┏━━

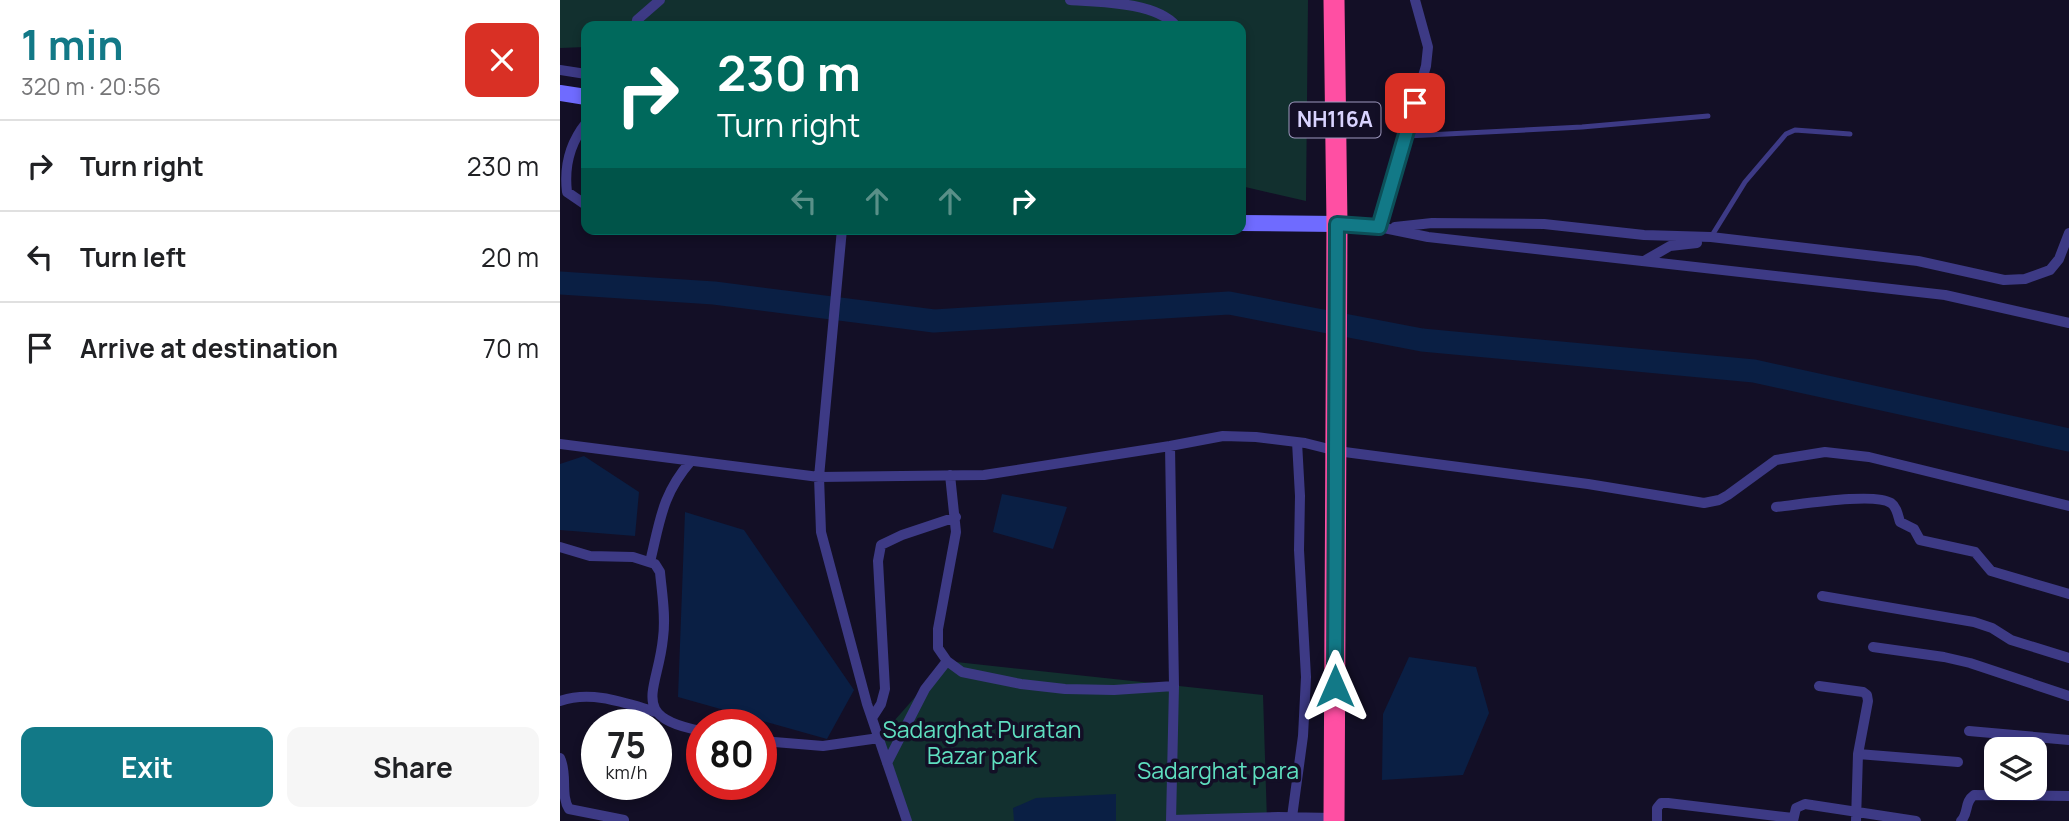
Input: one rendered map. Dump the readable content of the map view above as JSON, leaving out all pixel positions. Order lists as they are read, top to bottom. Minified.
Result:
{"streets":{"highway":["NH116A"]},"parks":["Sadarghat Puratan Bazar park","Sadarghat para"],"page":{"heading":["1 min","320 m · 20:56"],"turn":["230 m","Turn right"],"list":[{"name":"Turn right","value":"230 m"},{"name":"Turn left","value":"20 m"},{"name":"Arrive at destination","value":"70 m"}],"speed":"75 km/h","limit":"80","buttons":["Exit","Share"]}}
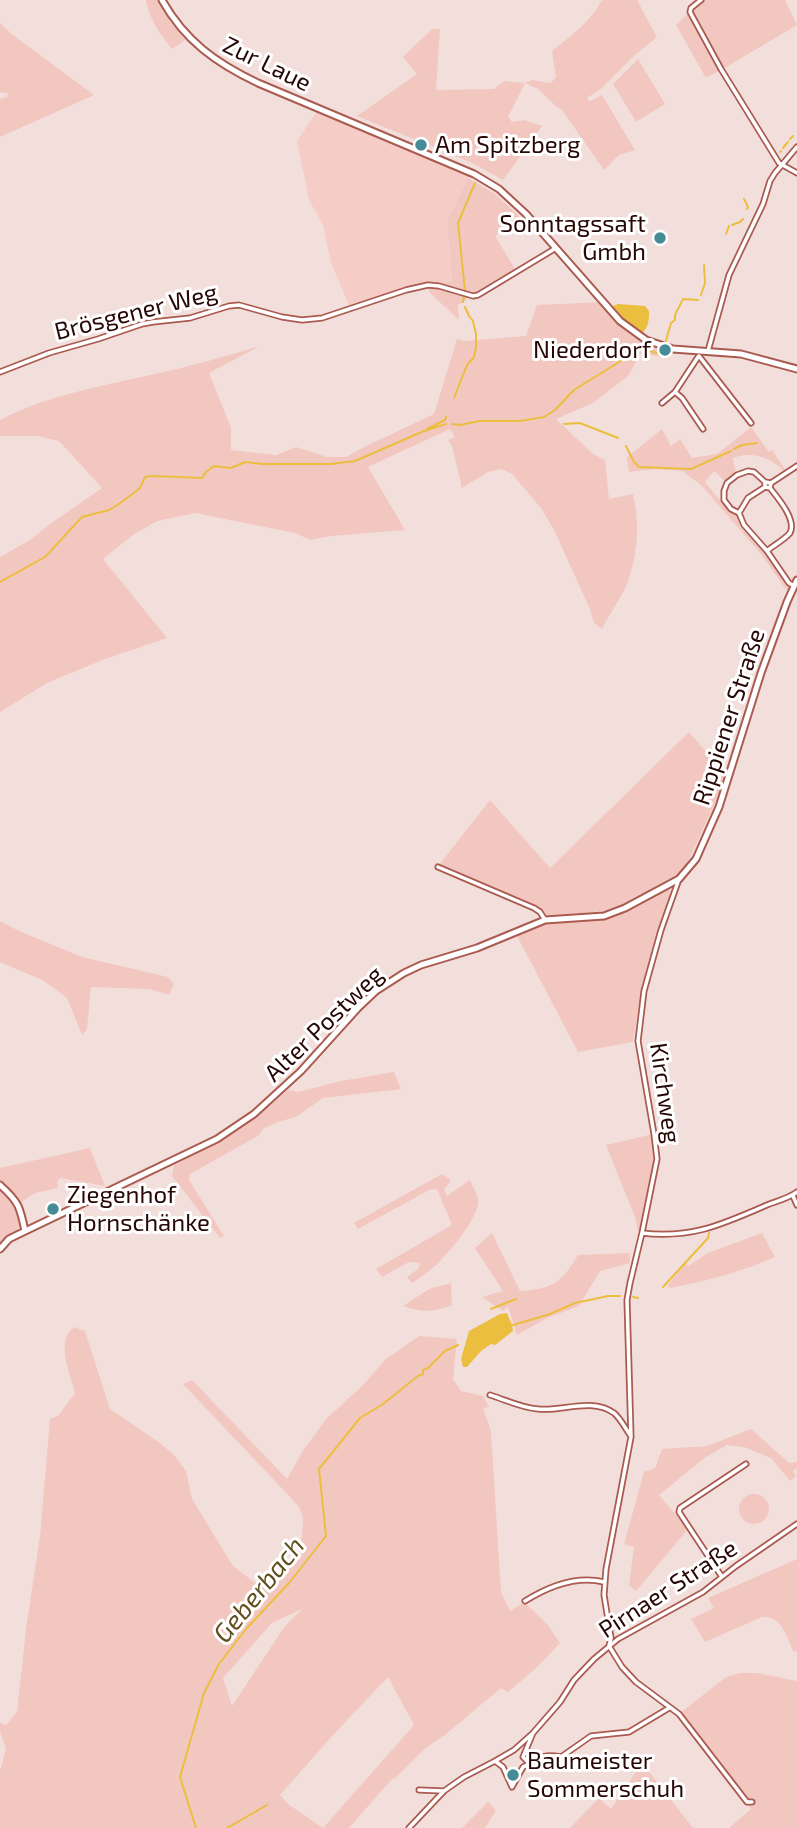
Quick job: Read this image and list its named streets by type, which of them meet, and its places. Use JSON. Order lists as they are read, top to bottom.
{
  "streets": {
    "street": [
      "Zur Laue",
      "Brösgener Weg",
      "Rippiener Straße",
      "Alter Postweg",
      "Kirchweg",
      "Pirnaer Straße"
    ]
  },
  "crossings": [
    ["Zur Laue", "Brösgener Weg"],
    ["Rippiener Straße", "Alter Postweg"],
    ["Rippiener Straße", "Kirchweg"],
    ["Alter Postweg", "Kirchweg"],
    ["Kirchweg", "Pirnaer Straße"]
  ],
  "water": ["Geberbach"],
  "places": [
    "Am Spitzberg",
    "Sonntagssaft Gmbh",
    "Niederdorf",
    "Ziegenhof Hornschänke",
    "Baumeister Sommerschuh"
  ]
}
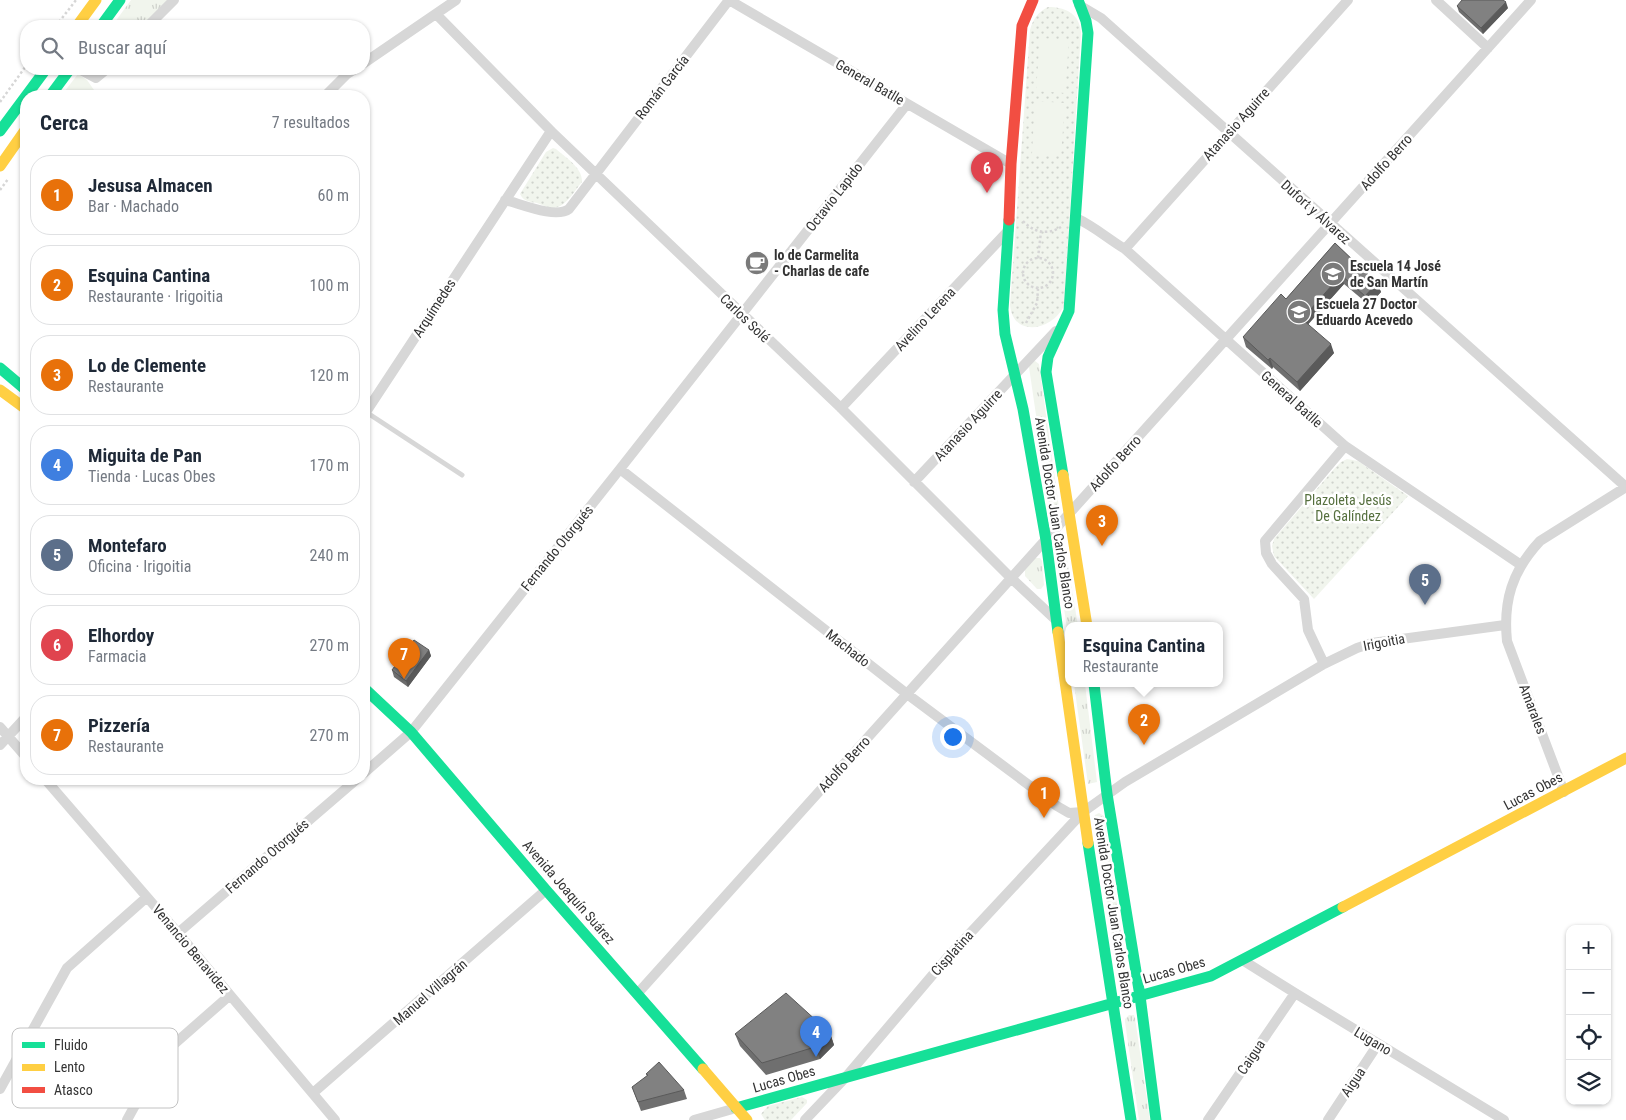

┗━━

▸ **TASK STATEMENT**
Would you give the data above again word for word, minus the pictures?

▸ **OUTPUT OF THE EXERCISE**
Input: one rendered map. Dump the readable content of the map view above as JSON, leaving out all pixel positions. Order lists as they are read, top to bottom. Minified.
Result:
{"streets":{"highway":["NH116A"]},"parks":["Sadarghat Puratan Bazar park","Sadarghat para"],"page":{"heading":["1 min","320 m · 20:56"],"turn":["230 m","Turn right"],"list":[{"name":"Turn right","value":"230 m"},{"name":"Turn left","value":"20 m"},{"name":"Arrive at destination","value":"70 m"}],"speed":"75 km/h","limit":"80","buttons":["Exit","Share"]}}
Quick job: Read this image and list its named streets by type, which of them meet, and its places. Use JSON. Order lists as they are read, top to bottom.
{
  "streets": {
    "street": [
      "Zur Laue",
      "Brösgener Weg",
      "Rippiener Straße",
      "Alter Postweg",
      "Kirchweg",
      "Pirnaer Straße"
    ]
  },
  "crossings": [
    ["Zur Laue", "Brösgener Weg"],
    ["Rippiener Straße", "Alter Postweg"],
    ["Rippiener Straße", "Kirchweg"],
    ["Alter Postweg", "Kirchweg"],
    ["Kirchweg", "Pirnaer Straße"]
  ],
  "water": ["Geberbach"],
  "places": [
    "Am Spitzberg",
    "Sonntagssaft Gmbh",
    "Niederdorf",
    "Ziegenhof Hornschänke",
    "Baumeister Sommerschuh"
  ]
}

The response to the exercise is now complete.